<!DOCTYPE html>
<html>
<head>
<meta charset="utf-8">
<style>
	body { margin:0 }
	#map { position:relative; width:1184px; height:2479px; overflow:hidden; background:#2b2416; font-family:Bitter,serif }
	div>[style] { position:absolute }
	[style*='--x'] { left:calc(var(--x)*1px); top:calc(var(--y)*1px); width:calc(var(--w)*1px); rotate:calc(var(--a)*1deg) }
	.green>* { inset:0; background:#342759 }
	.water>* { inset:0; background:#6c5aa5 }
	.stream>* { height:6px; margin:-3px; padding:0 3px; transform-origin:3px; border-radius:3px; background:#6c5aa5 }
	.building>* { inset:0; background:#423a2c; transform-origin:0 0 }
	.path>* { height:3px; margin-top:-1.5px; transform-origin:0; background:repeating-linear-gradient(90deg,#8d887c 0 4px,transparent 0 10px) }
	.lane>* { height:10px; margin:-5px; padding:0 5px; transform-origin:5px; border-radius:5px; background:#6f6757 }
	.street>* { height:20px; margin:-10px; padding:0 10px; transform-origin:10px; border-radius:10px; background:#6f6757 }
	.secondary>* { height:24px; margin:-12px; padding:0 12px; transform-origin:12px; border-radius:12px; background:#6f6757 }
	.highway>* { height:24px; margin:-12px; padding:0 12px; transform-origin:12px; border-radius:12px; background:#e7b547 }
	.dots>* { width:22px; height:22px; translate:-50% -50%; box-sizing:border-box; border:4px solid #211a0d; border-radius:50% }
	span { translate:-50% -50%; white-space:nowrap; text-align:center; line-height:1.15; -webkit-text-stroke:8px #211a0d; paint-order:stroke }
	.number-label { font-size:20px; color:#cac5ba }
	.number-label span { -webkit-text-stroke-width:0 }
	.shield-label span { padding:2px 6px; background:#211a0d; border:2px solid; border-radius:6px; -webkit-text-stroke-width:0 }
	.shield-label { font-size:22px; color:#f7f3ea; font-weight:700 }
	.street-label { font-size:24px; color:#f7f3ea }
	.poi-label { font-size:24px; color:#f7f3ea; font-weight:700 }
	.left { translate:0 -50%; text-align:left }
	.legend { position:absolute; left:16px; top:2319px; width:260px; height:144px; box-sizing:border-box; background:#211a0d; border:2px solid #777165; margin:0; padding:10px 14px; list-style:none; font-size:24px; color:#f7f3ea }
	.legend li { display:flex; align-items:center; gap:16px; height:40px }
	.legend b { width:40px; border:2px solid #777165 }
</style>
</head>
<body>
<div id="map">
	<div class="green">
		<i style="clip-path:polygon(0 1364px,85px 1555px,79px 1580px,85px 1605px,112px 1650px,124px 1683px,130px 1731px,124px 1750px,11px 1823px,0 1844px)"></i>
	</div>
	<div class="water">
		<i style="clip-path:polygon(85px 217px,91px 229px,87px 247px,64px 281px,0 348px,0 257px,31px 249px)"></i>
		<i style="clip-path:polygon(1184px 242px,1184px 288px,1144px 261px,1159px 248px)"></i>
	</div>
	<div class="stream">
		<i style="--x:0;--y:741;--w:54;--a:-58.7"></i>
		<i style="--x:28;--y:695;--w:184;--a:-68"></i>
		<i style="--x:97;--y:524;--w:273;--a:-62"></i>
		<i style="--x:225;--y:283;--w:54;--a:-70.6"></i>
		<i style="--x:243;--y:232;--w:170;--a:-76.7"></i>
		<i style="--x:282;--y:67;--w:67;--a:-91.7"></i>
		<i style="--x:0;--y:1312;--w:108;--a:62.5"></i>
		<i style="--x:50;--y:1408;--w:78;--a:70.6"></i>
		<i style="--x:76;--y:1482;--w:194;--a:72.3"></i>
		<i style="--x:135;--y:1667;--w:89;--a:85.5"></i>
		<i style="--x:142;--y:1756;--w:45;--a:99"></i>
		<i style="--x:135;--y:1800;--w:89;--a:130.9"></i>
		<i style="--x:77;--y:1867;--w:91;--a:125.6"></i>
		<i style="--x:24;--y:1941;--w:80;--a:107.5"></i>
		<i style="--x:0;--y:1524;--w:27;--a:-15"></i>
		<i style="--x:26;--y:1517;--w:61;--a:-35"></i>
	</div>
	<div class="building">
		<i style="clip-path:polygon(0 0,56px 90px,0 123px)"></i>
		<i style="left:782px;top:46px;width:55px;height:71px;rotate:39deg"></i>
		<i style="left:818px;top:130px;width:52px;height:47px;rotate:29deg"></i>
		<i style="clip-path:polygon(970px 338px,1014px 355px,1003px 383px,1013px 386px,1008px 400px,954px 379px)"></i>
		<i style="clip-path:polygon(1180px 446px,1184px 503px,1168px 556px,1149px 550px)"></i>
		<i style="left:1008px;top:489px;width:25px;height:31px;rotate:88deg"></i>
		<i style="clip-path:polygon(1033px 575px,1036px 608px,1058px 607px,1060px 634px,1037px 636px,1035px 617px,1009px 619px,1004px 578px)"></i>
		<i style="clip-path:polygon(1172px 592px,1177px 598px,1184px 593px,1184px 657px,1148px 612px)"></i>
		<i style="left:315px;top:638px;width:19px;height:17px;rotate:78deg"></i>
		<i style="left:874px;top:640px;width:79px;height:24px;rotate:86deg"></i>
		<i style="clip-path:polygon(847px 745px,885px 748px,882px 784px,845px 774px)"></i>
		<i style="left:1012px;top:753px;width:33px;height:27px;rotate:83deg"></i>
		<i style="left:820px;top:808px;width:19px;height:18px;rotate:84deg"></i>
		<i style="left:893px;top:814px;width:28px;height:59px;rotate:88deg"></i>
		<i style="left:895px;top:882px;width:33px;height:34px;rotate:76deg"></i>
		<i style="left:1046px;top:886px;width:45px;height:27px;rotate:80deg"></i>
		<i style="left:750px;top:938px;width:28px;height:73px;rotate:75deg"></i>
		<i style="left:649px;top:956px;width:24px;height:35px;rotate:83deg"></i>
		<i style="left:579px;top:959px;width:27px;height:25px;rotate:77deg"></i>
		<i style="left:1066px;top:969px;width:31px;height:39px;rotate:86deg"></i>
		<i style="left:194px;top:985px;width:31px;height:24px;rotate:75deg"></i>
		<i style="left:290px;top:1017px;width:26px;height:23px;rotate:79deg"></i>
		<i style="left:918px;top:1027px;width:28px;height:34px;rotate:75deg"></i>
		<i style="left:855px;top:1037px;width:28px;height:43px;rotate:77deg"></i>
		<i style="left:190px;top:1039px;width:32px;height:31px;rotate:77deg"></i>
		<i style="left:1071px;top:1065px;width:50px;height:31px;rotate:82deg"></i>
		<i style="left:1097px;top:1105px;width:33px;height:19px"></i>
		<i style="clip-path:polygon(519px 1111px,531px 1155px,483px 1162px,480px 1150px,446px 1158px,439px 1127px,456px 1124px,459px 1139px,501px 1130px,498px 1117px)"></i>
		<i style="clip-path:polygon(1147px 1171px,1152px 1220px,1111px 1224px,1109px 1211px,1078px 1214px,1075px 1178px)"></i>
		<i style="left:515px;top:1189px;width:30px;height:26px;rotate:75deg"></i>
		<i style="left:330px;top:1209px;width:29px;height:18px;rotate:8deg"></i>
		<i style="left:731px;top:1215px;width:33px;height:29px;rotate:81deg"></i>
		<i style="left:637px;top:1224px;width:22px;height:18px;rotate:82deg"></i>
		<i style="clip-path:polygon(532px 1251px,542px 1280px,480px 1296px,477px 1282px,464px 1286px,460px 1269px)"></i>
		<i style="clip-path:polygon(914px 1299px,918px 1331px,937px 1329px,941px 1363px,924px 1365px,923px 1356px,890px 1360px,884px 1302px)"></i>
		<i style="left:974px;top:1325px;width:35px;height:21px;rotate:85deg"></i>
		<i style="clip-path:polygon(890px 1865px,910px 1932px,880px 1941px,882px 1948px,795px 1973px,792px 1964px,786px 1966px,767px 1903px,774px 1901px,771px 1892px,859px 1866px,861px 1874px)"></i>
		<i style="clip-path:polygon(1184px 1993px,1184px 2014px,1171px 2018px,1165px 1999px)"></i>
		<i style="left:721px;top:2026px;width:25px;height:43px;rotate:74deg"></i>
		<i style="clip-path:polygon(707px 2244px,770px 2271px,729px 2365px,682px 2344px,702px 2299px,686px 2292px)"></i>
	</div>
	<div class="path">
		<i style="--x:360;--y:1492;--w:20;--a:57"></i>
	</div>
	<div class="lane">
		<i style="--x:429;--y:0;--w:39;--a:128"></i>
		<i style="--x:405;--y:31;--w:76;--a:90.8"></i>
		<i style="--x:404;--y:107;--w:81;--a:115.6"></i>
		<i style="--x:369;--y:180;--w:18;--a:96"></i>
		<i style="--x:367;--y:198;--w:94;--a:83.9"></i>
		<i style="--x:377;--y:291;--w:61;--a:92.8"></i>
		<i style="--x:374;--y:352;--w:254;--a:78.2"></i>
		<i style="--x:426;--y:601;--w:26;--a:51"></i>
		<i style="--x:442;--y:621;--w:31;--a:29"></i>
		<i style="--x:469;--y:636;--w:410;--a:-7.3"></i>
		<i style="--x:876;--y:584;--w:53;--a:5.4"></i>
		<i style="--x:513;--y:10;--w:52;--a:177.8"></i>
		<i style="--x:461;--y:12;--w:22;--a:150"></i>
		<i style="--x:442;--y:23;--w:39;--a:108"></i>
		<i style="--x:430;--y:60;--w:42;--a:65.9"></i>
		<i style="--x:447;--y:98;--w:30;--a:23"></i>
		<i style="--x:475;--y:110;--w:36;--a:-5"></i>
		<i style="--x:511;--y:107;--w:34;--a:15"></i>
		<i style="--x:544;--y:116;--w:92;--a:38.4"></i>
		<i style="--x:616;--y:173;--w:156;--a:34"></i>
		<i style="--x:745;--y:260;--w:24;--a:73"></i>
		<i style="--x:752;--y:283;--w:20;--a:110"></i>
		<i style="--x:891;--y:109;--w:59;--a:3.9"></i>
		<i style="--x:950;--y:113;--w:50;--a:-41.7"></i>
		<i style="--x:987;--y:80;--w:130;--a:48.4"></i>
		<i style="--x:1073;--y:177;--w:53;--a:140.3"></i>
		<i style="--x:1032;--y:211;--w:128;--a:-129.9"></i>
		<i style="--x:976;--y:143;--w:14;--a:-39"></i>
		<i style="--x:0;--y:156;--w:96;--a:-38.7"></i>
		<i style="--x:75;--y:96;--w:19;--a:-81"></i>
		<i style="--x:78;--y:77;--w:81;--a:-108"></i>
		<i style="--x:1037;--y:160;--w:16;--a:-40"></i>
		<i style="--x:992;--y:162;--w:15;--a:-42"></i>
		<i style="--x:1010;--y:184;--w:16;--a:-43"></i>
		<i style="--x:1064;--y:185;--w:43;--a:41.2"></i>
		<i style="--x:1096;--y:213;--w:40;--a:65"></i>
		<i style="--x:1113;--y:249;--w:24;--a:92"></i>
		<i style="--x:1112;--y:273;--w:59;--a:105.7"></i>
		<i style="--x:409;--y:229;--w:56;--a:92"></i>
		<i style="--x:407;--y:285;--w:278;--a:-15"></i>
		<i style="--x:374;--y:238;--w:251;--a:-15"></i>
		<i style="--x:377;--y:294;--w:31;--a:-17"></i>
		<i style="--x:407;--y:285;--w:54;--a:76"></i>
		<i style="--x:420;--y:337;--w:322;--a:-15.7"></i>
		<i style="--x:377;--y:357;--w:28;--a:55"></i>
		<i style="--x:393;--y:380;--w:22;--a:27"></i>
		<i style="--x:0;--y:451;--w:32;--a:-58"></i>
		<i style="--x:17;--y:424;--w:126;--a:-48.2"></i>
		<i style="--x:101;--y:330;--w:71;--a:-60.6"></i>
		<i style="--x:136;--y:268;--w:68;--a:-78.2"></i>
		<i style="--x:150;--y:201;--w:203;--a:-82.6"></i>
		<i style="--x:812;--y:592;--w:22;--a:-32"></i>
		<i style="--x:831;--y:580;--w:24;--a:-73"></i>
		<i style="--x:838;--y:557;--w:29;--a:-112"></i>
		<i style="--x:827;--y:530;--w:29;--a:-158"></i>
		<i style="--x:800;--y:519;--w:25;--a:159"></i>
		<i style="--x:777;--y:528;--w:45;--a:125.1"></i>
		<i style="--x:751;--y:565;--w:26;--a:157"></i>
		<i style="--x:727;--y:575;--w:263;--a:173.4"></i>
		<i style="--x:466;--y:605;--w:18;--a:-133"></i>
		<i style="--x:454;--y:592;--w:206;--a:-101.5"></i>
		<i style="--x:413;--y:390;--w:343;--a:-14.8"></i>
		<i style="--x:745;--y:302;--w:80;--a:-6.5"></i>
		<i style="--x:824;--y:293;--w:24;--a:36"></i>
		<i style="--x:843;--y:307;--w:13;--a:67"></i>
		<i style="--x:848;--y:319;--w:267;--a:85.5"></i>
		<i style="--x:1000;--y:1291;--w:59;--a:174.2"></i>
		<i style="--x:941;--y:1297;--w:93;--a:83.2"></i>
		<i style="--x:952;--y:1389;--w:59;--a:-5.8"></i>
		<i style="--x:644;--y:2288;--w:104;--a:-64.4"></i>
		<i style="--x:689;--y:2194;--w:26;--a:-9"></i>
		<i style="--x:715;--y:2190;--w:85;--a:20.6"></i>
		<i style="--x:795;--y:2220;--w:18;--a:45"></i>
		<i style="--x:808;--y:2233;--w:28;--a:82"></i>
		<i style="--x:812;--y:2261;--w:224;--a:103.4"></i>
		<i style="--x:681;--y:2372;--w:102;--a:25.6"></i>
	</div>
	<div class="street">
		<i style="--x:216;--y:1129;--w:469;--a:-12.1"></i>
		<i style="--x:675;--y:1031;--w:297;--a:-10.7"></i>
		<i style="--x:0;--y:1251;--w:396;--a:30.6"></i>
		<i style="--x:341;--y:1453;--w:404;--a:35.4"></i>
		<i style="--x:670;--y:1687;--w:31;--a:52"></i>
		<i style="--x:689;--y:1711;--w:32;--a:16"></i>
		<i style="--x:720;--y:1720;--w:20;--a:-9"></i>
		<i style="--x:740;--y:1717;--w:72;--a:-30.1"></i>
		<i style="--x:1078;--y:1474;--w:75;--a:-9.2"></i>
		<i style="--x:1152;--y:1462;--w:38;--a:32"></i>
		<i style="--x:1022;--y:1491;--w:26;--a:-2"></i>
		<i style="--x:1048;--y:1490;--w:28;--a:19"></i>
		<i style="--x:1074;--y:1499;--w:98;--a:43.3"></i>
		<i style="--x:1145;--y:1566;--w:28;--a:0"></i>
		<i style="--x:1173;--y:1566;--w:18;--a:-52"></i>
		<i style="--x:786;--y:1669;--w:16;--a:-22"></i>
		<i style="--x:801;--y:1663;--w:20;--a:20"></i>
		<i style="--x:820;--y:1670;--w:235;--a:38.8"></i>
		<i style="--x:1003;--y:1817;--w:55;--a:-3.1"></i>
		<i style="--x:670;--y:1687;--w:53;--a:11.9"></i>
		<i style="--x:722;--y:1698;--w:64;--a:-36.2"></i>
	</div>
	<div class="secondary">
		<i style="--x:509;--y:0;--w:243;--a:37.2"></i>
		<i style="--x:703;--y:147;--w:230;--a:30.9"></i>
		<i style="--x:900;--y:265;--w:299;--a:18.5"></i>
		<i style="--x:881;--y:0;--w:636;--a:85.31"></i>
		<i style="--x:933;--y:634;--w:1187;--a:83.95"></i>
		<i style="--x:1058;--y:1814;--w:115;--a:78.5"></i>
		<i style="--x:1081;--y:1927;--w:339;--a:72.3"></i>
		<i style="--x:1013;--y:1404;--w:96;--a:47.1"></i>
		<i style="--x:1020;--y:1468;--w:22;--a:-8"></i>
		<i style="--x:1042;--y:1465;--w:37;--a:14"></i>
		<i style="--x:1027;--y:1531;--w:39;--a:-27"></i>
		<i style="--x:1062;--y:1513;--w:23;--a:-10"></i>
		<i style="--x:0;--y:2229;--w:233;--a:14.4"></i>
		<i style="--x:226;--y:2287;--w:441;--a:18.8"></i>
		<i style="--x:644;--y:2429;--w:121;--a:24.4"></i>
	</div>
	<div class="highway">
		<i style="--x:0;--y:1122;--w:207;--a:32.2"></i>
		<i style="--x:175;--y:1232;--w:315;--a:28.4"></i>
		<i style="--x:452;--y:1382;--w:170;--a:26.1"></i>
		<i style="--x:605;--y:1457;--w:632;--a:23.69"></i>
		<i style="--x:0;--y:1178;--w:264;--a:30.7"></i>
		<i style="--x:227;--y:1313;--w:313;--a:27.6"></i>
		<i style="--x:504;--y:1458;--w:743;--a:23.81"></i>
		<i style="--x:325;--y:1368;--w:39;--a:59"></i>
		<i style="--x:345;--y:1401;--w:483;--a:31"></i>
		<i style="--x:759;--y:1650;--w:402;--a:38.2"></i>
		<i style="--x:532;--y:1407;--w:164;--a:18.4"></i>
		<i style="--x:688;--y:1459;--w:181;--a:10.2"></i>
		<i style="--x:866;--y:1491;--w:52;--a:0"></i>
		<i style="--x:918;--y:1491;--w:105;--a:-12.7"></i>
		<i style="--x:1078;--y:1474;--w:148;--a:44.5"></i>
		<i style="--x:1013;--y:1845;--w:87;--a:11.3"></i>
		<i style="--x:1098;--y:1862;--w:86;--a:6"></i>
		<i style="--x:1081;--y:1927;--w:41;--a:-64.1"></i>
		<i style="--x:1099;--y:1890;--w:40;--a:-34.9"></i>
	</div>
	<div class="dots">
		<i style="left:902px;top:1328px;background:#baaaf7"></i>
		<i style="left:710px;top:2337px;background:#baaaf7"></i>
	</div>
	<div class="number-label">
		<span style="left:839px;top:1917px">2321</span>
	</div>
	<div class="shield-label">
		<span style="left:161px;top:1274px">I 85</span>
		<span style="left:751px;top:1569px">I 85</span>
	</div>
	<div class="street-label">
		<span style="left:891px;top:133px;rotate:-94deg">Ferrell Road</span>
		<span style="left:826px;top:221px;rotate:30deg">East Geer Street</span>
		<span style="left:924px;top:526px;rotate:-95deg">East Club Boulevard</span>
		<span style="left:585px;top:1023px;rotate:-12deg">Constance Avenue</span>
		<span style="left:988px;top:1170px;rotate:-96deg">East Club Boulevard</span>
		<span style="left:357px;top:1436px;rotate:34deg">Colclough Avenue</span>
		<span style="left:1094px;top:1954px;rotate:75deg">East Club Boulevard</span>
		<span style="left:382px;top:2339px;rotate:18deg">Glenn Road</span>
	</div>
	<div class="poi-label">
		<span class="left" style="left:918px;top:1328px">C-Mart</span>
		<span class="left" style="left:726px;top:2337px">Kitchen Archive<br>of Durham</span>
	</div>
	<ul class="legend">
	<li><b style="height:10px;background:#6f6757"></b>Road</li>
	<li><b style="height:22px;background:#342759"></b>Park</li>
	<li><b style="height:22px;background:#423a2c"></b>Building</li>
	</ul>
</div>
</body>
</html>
_____
Instructions to follow → The first line of the data, the line with "height:10px; margin:-5px; padding:0", and all lines in between are to be copied exactly. Leave out everything else.

Reply to the task →
<!DOCTYPE html>
<html>
<head>
<meta charset="utf-8">
<style>
	body { margin:0 }
	#map { position:relative; width:1184px; height:2479px; overflow:hidden; background:#2b2416; font-family:Bitter,serif }
	div>[style] { position:absolute }
	[style*='--x'] { left:calc(var(--x)*1px); top:calc(var(--y)*1px); width:calc(var(--w)*1px); rotate:calc(var(--a)*1deg) }
	.green>* { inset:0; background:#342759 }
	.water>* { inset:0; background:#6c5aa5 }
	.stream>* { height:6px; margin:-3px; padding:0 3px; transform-origin:3px; border-radius:3px; background:#6c5aa5 }
	.building>* { inset:0; background:#423a2c; transform-origin:0 0 }
	.path>* { height:3px; margin-top:-1.5px; transform-origin:0; background:repeating-linear-gradient(90deg,#8d887c 0 4px,transparent 0 10px) }
	.lane>* { height:10px; margin:-5px; padding:0 5px; transform-origin:5px; border-radius:5px; background:#6f6757 }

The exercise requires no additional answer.